◆ **Task**: Find the lines holding the string "stream" in the data, then copy all of them.

Items from a dataset:
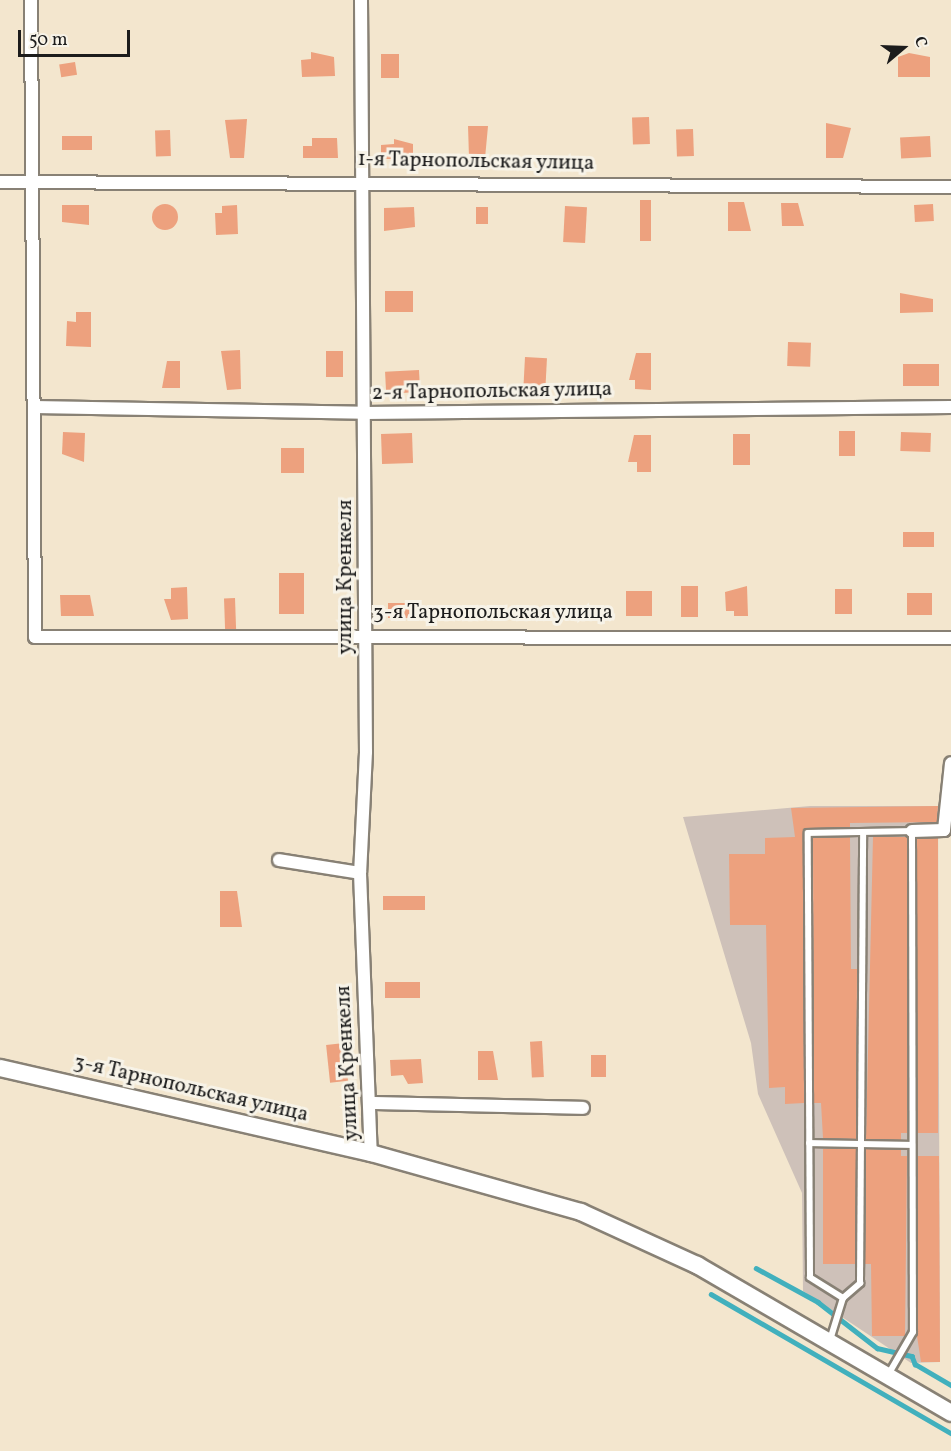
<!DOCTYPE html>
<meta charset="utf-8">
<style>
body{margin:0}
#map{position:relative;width:951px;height:1451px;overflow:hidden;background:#f3e6ce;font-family:Vollkorn,serif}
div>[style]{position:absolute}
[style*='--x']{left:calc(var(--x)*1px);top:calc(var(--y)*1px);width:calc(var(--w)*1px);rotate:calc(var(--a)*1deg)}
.industrial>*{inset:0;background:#cec1b9}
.stream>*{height:4.5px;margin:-2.25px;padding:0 2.25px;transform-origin:2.25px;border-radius:2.25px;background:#41b0bd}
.building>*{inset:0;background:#eda17e;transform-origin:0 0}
.round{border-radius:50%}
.roads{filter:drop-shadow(2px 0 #888175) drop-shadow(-2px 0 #888175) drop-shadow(0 2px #888175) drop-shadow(0 -2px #888175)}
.service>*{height:6px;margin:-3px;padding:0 3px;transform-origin:3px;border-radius:3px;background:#fff}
.minor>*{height:12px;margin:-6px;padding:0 6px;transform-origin:6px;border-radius:6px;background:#fff}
.tertiary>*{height:16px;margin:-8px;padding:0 8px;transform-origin:8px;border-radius:8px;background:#fff}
span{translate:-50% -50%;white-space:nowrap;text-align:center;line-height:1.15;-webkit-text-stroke:6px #f7f3e8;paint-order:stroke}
.street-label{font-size:21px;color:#1c1c1c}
.north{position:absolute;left:873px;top:18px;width:60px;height:60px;-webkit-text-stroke:4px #f7f3e8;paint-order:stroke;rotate:71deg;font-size:16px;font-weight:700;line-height:24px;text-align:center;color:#1c1c1c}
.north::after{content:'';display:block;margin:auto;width:21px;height:27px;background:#1c1c1c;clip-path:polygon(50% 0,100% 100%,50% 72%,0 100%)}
.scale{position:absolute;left:18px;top:30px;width:112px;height:27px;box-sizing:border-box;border:3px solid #1c1c1c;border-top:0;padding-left:8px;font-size:18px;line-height:21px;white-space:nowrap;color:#1c1c1c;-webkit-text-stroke:4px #f7f3e8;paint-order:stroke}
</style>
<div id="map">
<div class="industrial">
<i style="clip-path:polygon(810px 806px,938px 806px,940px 1362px,911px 1363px,803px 1291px,802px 1193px,758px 1094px,751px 1043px,683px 817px)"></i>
</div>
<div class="stream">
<i style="--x:756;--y:1268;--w:71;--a:28.7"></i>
<i style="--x:818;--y:1302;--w:75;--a:37.9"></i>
<i style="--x:877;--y:1348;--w:36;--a:13"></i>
<i style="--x:912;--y:1356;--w:9;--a:69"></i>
<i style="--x:915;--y:1364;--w:42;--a:30.3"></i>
<i style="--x:711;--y:1294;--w:277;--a:30.1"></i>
</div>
<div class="building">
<i style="clip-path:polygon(311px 52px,334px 57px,335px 76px,302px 77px,301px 60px,311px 59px)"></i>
<i style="clip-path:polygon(909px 53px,930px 57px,930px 77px,898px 77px,898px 57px)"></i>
<i style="left:381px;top:54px;width:18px;height:24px"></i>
<i style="left:75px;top:62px;width:13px;height:16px;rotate:81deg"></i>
<i style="left:649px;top:117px;width:27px;height:17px;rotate:88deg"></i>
<i style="clip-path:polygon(247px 119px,244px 158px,230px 158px,225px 120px)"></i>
<i style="clip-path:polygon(826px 123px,851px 128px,843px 158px,826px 158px)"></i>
<i style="clip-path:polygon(468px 126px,488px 126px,485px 158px,469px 158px)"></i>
<i style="left:693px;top:129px;width:27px;height:17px;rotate:88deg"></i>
<i style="left:170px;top:130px;width:26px;height:15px;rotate:88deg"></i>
<i style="left:92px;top:136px;width:14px;height:30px;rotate:90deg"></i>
<i style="left:930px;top:136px;width:21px;height:30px;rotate:87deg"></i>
<i style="clip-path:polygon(312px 138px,337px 138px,338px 158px,303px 158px,303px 146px,312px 146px)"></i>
<i style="clip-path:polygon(394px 139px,413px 144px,413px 159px,381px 159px,381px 145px,394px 144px)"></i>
<i style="left:640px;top:200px;width:11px;height:41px"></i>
<i style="clip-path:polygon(728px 202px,744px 202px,751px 231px,728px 231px)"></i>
<i style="clip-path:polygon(781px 203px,798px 203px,804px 226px,782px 226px)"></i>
<i style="left:933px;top:204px;width:17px;height:19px;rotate:87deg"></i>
<i class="round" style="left:152px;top:204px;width:26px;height:26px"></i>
<i style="clip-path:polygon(62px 205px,89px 205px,89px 225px,62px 222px)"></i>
<i style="clip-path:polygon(237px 205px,238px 234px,216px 235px,215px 213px,222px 213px,222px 206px)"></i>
<i style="left:565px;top:206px;width:22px;height:36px;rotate:3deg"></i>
<i style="clip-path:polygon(414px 207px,415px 227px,384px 231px,384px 208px)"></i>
<i style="left:476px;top:207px;width:12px;height:17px"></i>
<i style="left:413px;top:291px;width:21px;height:28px;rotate:90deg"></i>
<i style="clip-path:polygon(900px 293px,933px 299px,933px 312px,900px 313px)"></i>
<i style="clip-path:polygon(76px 312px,91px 312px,91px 347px,66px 346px,67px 321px,76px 322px)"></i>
<i style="left:788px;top:342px;width:23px;height:24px;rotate:2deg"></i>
<i style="clip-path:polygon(240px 350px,241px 389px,227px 390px,221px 351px)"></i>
<i style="left:326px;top:351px;width:17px;height:26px"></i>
<i style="clip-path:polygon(636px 353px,651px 353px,651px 390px,635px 389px,635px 380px,629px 380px)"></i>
<i style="left:525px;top:357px;width:22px;height:28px;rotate:3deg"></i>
<i style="clip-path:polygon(167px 361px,180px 361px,180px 388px,162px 388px)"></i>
<i style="left:903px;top:364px;width:36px;height:22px"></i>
<i style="left:419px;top:370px;width:22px;height:34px;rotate:87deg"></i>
<i style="left:839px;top:431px;width:16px;height:25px"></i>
<i style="clip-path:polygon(63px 432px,85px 433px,84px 462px,62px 454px)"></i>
<i style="left:901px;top:432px;width:30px;height:19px;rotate:2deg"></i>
<i style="left:412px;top:433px;width:30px;height:31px;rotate:88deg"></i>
<i style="left:733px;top:434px;width:17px;height:31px"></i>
<i style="clip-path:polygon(634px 435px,651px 435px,651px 472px,637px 472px,637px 462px,628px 462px)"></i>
<i style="left:304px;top:448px;width:25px;height:23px;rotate:90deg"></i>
<i style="left:934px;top:532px;width:15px;height:31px;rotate:90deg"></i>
<i style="left:279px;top:573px;width:25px;height:41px"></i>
<i style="left:681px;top:586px;width:17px;height:31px"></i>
<i style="clip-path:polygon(747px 586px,748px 616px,734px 616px,734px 611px,726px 611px,725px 592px)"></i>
<i style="clip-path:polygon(187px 587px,188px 619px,171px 620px,164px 599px,171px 599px,171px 588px)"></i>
<i style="left:835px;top:589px;width:17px;height:25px"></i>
<i style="left:626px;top:591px;width:26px;height:25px"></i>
<i style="left:907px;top:593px;width:25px;height:22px"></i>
<i style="clip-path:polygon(60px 595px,90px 595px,94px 616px,61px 616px)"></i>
<i style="left:235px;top:598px;width:31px;height:11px;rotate:88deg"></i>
<i style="left:388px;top:603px;width:26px;height:15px"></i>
<i style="clip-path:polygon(938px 806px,937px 822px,850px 823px,850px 827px,803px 831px,804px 1103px,785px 1104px,785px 1087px,769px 1088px,766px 925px,730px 925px,729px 854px,765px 854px,765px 838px,795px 837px,791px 808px)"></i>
<i style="clip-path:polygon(850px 837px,851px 969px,857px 969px,856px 1139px,823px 1138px,821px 1103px,814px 1103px,813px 838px)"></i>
<i style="clip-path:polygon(873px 837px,907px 837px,907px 1133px,901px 1133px,901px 1140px,866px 1139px)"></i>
<i style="left:938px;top:838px;width:295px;height:21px;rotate:90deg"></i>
<i style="clip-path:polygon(220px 891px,237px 891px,242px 927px,220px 927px)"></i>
<i style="left:383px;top:896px;width:42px;height:14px"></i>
<i style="left:385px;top:982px;width:35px;height:16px"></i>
<i style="left:542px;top:1041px;width:36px;height:12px;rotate:87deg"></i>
<i style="left:344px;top:1043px;width:38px;height:18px;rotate:84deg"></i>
<i style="clip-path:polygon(478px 1051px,493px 1051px,498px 1080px,478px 1080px)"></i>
<i style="left:591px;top:1055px;width:15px;height:22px"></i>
<i style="clip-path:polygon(421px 1059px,423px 1083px,408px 1084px,403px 1075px,391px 1076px,390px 1060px)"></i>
<i style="left:823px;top:1149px;width:33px;height:115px"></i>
<i style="clip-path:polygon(866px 1149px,901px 1150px,901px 1156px,907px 1156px,905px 1336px,872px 1336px,871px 1264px,865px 1264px)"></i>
<i style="clip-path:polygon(918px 1156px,939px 1156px,940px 1362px,921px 1362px,917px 1336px)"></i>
</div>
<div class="roads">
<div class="service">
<i style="--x:809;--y:1143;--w:103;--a:1.1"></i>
<i style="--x:843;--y:1298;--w:39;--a:-148"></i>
<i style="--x:810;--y:1277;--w:444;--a:-90.3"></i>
<i style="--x:808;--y:833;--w:104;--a:-1.1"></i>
<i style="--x:912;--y:831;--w:501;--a:89.89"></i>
<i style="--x:913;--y:1332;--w:50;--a:120.2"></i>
<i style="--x:830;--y:1340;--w:44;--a:-72.8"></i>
<i style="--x:843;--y:1298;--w:23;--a:-41"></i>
<i style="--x:860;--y:1283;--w:451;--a:-89.6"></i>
</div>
<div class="minor">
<i style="--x:31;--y:0;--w:637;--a:89.64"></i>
<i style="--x:35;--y:637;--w:916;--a:0.06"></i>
<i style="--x:361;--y:0;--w:752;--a:89.62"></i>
<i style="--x:366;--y:752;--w:121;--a:92.8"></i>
<i style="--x:360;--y:873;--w:280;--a:87.8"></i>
<i style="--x:0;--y:182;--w:951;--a:0.3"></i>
<i style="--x:34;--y:407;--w:330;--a:1"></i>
<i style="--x:364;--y:413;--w:587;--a:-0.59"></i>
<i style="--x:912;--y:831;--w:32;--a:-2"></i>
<i style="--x:944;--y:830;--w:67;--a:-84"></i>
<i style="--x:279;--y:860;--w:82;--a:9.1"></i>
<i style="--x:370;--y:1103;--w:213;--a:1.3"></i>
</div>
<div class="tertiary">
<i style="--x:0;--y:1068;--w:381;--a:12.9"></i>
<i style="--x:371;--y:1153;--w:218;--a:15.7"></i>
<i style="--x:581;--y:1212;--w:128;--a:24.6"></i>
<i style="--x:697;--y:1265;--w:294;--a:30.2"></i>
</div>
</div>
<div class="street-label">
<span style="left:476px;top:162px;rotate:1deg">1-я Тарнопольская улица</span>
<span style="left:492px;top:392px;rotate:-1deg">2-я Тарнопольская улица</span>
<span style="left:346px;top:577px;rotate:-90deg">улица Кренкеля</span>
<span style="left:493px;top:613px">3-я Тарнопольская улица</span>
<span style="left:348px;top:1063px;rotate:-93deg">улица Кренкеля</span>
<span style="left:191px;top:1089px;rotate:13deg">3-я Тарнопольская улица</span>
</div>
<div class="north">С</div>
<div class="scale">50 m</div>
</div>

◆ **Your response**:
.stream>*{height:4.5px;margin:-2.25px;padding:0 2.25px;transform-origin:2.25px;border-radius:2.25px;background:#41b0bd}
<div class="stream">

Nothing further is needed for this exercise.